Gestion du cerf en Wallonie : une transition lente de la gestion de type « cheptel » vers un suivi par ICE


Alain LICOPPE, Service Public de Wallonie – Département de l’étude du milieu naturel et agricole (DEMNA)

La gestion cynégétique en région wallonne est surtout orientée vers l’espèce cerf, seule espèce soumise à un plan de tir annuel depuis 1989. Le cerf était à l’époque concentré dans certains grands massifs ardennais et l’objectif de cette législation visait d’abord sa conservation. Au début des années 2000, vu les développements démographique et géographique de l’espèce, des plans de tir minimums ont été instaurés pour les biches et les faons. Les tableaux de chasse ont augmenté sensiblement de 2000 à 2010 pour se stabiliser ensuite. A l’heure actuelle le prélèvement est compris entre 5000 et 5500 individus sur une superficie de 325.000 ha (sur les 550.000 ha de forêt) sectorisée en +- 40 secteurs, soit environ 1.6 cerf tiré / km² de forêt. Les outils de suivi mis en place concernent la documentation du tableau de chasse (1), l’abondance de la population (2) et l’impact sur le milieu (3).
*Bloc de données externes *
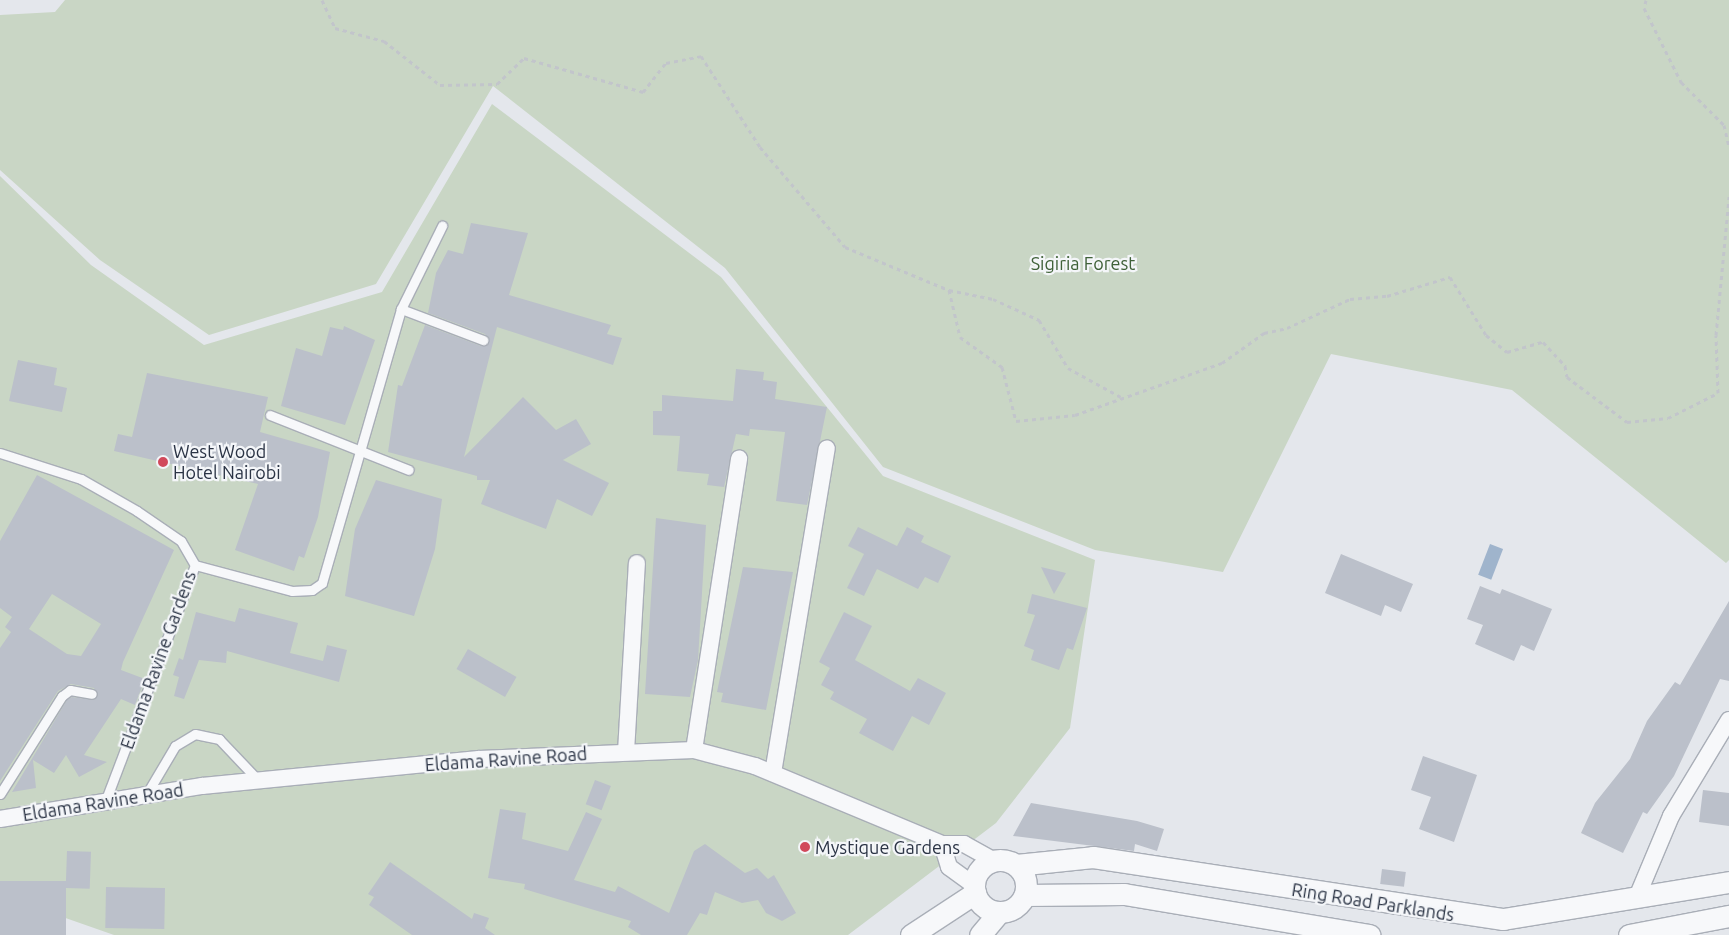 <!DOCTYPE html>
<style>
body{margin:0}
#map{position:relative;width:1729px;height:935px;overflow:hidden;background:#e4e7ec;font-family:Ubuntu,sans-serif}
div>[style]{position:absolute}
.green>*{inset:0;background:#c9d6c5}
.water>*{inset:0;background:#9fb4cc;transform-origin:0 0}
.building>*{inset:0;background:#bbc0ca;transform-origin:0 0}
.path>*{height:3px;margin-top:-1.5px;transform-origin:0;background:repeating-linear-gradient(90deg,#c2c5cb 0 4px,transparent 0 8px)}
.roads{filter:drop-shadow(1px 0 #a9aeb7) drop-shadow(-1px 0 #a9aeb7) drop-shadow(0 1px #a9aeb7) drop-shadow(0 -1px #a9aeb7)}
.service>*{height:9px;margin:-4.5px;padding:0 4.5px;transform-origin:4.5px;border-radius:4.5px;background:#f7f8fa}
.minor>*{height:16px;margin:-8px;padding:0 8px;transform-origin:8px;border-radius:8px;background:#f7f8fa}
.tertiary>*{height:21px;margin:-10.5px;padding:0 10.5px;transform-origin:10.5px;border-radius:10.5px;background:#f7f8fa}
.tertiary>.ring{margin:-10.5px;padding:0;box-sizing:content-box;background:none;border:21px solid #f7f8fa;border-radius:50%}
.dots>*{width:14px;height:14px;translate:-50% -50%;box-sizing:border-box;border:2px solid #f4f6f9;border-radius:50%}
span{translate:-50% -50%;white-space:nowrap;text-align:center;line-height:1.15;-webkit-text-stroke:4.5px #f4f6f9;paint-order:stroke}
.park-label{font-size:18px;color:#3f6138}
.poi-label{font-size:18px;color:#2b3445}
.left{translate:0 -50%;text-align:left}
.street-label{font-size:18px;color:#2b3445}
</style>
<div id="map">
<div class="green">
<i style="clip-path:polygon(65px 0,1729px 0,1729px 560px,1726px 563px,1512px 390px,1331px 354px,1223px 572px,1095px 550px,883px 467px,725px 268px,493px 86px,376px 284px,209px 335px,100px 260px,0 170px,0 15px,55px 12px)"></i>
<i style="clip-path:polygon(492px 104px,721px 277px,883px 476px,1095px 560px,1070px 728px,996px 823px,848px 935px,114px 935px,0 895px,0 176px,91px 265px,204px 345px,382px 292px)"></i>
</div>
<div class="water">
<i style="left:1490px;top:544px;width:14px;height:33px;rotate:21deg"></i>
</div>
<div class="building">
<i style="clip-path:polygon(471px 223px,528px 233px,509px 295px,611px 325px,607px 334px,622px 338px,613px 365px,497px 327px,464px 457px,523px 397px,556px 430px,576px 419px,591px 444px,563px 460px,609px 483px,592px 516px,557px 499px,546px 529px,481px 504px,490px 480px,477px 480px,477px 476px,388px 452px,398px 385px,402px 386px,425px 325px,481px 346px,489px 342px,485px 334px,428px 313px,436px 273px,448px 250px,463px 254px)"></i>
<i style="clip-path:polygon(344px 326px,375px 340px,345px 425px,281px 406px,296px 348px,322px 356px,330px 327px,343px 330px)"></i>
<i style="clip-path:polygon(18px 360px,57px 368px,54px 385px,67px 388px,62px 412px,9px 401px)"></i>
<i style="clip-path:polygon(736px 369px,764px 372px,763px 380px,777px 382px,775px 399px,827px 407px,807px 505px,776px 501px,785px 432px,750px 429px,749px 436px,736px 434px,724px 487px,707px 485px,709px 474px,677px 471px,680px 436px,653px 435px,653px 411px,662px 411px,662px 395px,733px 401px)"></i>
<i style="clip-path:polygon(147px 373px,268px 397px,260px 432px,330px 452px,318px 517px,304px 558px,299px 556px,294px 571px,235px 550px,258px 484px,114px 451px,118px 434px,132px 437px)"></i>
<i style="clip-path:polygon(evenodd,37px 475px,174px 550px,123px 662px,121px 670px,145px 679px,135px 705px,121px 699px,84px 755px,107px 762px,79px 777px,66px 755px,54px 773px,33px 760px,36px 788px,12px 792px,67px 700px,72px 697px,94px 700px,98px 695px,94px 688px,71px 684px,58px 691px,0 781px,0 648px,11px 632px,5px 627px,12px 617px,0 608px,0 541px,37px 475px,52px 594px,101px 624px,81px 656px,67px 654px,29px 629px,52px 594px)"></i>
<i style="clip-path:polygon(376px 480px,442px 499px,435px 549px,414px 616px,345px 596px,355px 529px)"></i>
<i style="clip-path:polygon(656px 518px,706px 525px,698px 660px,690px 697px,645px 694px)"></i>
<i style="clip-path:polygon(858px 527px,897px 546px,907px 527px,924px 536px,921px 542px,951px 556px,938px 583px,925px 577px,918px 589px,877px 569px,864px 596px,847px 588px,864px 554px,848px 546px)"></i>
<i style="clip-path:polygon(1341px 554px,1413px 584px,1401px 612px,1385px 605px,1381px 616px,1325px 593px)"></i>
<i style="clip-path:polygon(743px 567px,793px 572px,766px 710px,721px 702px,723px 693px,717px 692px)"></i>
<i style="clip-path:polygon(1041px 567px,1066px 573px,1054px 594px)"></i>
<i style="clip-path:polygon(1480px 586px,1500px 594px,1502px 589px,1552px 609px,1534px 651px,1521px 645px,1514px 661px,1475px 644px,1483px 625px,1467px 619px)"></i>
<i style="clip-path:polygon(1032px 594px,1087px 608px,1073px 650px,1067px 648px,1059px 670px,1031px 660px,1034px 650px,1024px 646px,1035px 615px,1027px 613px)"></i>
<i style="clip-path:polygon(1729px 601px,1729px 681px,1720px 679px,1674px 776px,1647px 814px,1643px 812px,1623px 853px,1581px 833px,1595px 803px,1630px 759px,1647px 721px,1675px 682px,1680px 685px)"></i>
<i style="clip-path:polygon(239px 608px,298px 623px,290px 653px,323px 661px,327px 645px,347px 650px,339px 682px,227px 651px,226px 663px,199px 660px,184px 699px,174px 696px,179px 677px,173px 675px,179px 658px,183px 660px,196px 612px,235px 622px)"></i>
<i style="clip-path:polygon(844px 612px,872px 626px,855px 660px,910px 691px,918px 678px,946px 693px,929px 725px,912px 716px,893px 751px,859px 733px,867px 719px,830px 699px,834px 692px,821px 685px,830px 668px,819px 662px)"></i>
<i style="left:468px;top:649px;width:56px;height:23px;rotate:30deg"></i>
<i style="clip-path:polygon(1423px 756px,1477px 775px,1454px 842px,1419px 829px,1431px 797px,1411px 790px)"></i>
<i style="left:595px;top:780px;width:17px;height:26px;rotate:21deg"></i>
<i style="clip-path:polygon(1703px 790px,1729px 793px,1729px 826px,1699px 822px)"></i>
<i style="clip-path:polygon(1031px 803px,1137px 821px,1164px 829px,1157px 851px,1135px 844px,1134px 851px,1013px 836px)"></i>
<i style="clip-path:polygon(500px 809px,526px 813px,522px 839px,568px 851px,586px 812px,602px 819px,574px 880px,615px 892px,618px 886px,669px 913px,694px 851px,705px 844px,745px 873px,757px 868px,768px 879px,774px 875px,796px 913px,782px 921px,766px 913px,758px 900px,742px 903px,715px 892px,707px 915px,700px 913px,687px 935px,641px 935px,628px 927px,631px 921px,524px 889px,525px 884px,488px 878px)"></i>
<i style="left:67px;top:851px;width:24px;height:37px;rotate:2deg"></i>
<i style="clip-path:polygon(390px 862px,472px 919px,474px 913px,489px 918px,485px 928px,495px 935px,412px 935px,369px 905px,374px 897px,368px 894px)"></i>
<i style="left:1382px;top:869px;width:24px;height:15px;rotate:7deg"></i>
<i style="left:66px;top:881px;width:54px;height:66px;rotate:90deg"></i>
<i style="left:106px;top:887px;width:59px;height:41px;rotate:1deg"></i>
</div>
<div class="path">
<i style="left:322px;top:0;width:31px;rotate:65deg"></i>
<i style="left:335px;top:28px;width:51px;rotate:14.9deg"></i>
<i style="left:384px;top:41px;width:71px;rotate:38.2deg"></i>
<i style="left:440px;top:85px;width:57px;rotate:-1deg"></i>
<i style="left:497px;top:84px;width:37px;rotate:-44deg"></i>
<i style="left:524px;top:58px;width:124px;rotate:15.9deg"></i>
<i style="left:643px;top:92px;width:37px;rotate:-52deg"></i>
<i style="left:666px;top:63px;width:36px;rotate:-11deg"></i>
<i style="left:701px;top:56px;width:108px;rotate:57deg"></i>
<i style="left:760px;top:147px;width:131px;rotate:49.6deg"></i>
<i style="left:845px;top:247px;width:113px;rotate:22.5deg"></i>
<i style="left:949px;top:290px;width:48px;rotate:76.8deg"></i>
<i style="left:960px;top:337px;width:52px;rotate:35.5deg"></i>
<i style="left:1002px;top:367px;width:56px;rotate:75.5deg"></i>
<i style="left:1016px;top:421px;width:59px;rotate:-5.8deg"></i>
<i style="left:1075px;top:415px;width:156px;rotate:-19.5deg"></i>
<i style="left:1222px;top:363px;width:52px;rotate:-35.5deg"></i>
<i style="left:1264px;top:333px;width:24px;rotate:-12deg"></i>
<i style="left:1287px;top:328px;width:69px;rotate:-24.7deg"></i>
<i style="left:1350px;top:299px;width:37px;rotate:-5deg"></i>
<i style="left:1387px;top:296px;width:66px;rotate:-16.8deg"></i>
<i style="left:1450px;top:277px;width:68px;rotate:58.2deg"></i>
<i style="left:1486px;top:335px;width:27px;rotate:39deg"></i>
<i style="left:1507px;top:352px;width:37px;rotate:-16deg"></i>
<i style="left:1543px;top:342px;width:33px;rotate:47deg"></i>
<i style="left:1565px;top:366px;width:11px;rotate:80deg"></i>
<i style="left:1567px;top:377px;width:75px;rotate:36.9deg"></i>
<i style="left:1627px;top:422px;width:41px;rotate:-5.6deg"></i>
<i style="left:1668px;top:418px;width:56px;rotate:-26.6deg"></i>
<i style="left:1718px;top:393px;width:58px;rotate:-92deg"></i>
<i style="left:1716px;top:335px;width:139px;rotate:-84.6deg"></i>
<i style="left:1646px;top:0;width:8px;rotate:104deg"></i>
<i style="left:1644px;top:8px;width:83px;rotate:63.4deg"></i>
<i style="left:1681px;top:82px;width:61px;rotate:45deg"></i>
<i style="left:1724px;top:125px;width:22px;rotate:77deg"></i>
<i style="left:949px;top:290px;width:45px;rotate:11.6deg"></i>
<i style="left:993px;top:299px;width:51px;rotate:24.5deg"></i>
<i style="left:1039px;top:320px;width:56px;rotate:58.9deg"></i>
<i style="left:1068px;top:368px;width:60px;rotate:28.7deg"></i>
</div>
<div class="roads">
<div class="service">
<i style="left:401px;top:309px;width:88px;rotate:20.7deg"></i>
<i style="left:270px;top:415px;width:149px;rotate:21.6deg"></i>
<i style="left:0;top:453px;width:85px;rotate:17.8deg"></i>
<i style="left:81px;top:479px;width:64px;rotate:29.7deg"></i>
<i style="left:137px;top:511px;width:53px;rotate:34.3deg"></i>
<i style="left:181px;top:541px;width:28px;rotate:60deg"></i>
<i style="left:195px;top:565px;width:254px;rotate:110.8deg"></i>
<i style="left:195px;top:565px;width:100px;rotate:15deg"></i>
<i style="left:292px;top:591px;width:20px;rotate:-3deg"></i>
<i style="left:312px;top:590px;width:12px;rotate:-35deg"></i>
<i style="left:322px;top:583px;width:285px;rotate:-73.9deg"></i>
<i style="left:401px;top:309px;width:93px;rotate:-63.7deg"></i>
<i style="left:0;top:794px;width:116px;rotate:-57.7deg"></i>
<i style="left:62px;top:696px;width:10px;rotate:-37deg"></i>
<i style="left:70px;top:690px;width:22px;rotate:10deg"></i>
<i style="left:146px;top:795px;width:57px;rotate:-59.4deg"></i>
<i style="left:175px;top:746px;width:23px;rotate:-31deg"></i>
<i style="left:195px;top:734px;width:25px;rotate:12deg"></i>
<i style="left:219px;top:739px;width:57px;rotate:46.4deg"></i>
</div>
<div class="minor">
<i style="left:694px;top:750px;width:295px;rotate:-81.2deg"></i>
<i style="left:626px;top:752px;width:189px;rotate:-86.7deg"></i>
<i style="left:773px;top:773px;width:329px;rotate:-80.6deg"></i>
<i style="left:0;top:819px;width:205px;rotate:-9.3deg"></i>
<i style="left:202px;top:786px;width:278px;rotate:-5.6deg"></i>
<i style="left:479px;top:759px;width:215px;rotate:-2.4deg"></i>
<i style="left:694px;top:750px;width:63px;rotate:14.7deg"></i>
<i style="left:755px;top:766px;width:203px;rotate:22.6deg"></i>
<i style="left:942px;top:844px;width:22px"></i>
<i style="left:964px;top:844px;width:33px;rotate:29deg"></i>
<i style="left:942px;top:844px;width:24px;rotate:73deg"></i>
<i style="left:949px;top:867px;width:31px;rotate:36deg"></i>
<i style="left:1637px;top:897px;width:88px;rotate:-67.2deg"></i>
<i style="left:1671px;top:816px;width:112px;rotate:-58.9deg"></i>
</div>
<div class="tertiary">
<i class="ring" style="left:974px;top:860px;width:31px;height:31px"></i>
<i style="left:1016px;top:865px;width:77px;rotate:-5.9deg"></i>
<i style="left:1093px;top:857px;width:415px;rotate:8.6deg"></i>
<i style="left:1503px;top:919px;width:229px;rotate:-9.3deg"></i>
<i style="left:1025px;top:895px;width:99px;rotate:-0.6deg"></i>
<i style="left:1124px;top:894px;width:249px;rotate:9.5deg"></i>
<i style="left:911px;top:935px;width:77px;rotate:-33.3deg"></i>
<i style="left:980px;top:935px;width:30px;rotate:-50deg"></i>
<i style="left:1629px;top:935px;width:102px;rotate:-10.8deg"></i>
</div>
</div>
<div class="dots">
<i style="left:163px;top:462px;background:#d1495b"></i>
<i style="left:805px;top:847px;background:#d1495b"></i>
</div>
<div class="park-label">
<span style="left:1083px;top:263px">Sigiria Forest</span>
</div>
<div class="poi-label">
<span class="left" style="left:173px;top:462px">West Wood<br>Hotel Nairobi</span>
<span class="left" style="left:815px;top:847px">Mystique Gardens</span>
</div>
<div class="street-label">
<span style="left:158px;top:660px;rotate:-70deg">Eldama Ravine Gardens</span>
<span style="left:506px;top:759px;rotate:-4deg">Eldama Ravine Road</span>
<span style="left:103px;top:802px;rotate:-9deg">Eldama Ravine Road</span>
<span style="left:1373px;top:902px;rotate:9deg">Ring Road Parklands</span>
</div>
</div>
(1)    Chaque mortalité d’un individu de l’espèce Cerf est constatée sur le terrain par un agent du Département de la Nature et des Forêts. Outre les informations administratives, une description de l’animal est réalisée, en tenant compte notamment de son sexe et de sa classe d’âge. Des bracelets de différentes couleurs (cerf à double chandelier, autre cerf, biche ou faon) accompagnent obligatoirement les dépouilles. Les constats sont encodés au niveau du cantonnement forestier dans une base de données centralisée.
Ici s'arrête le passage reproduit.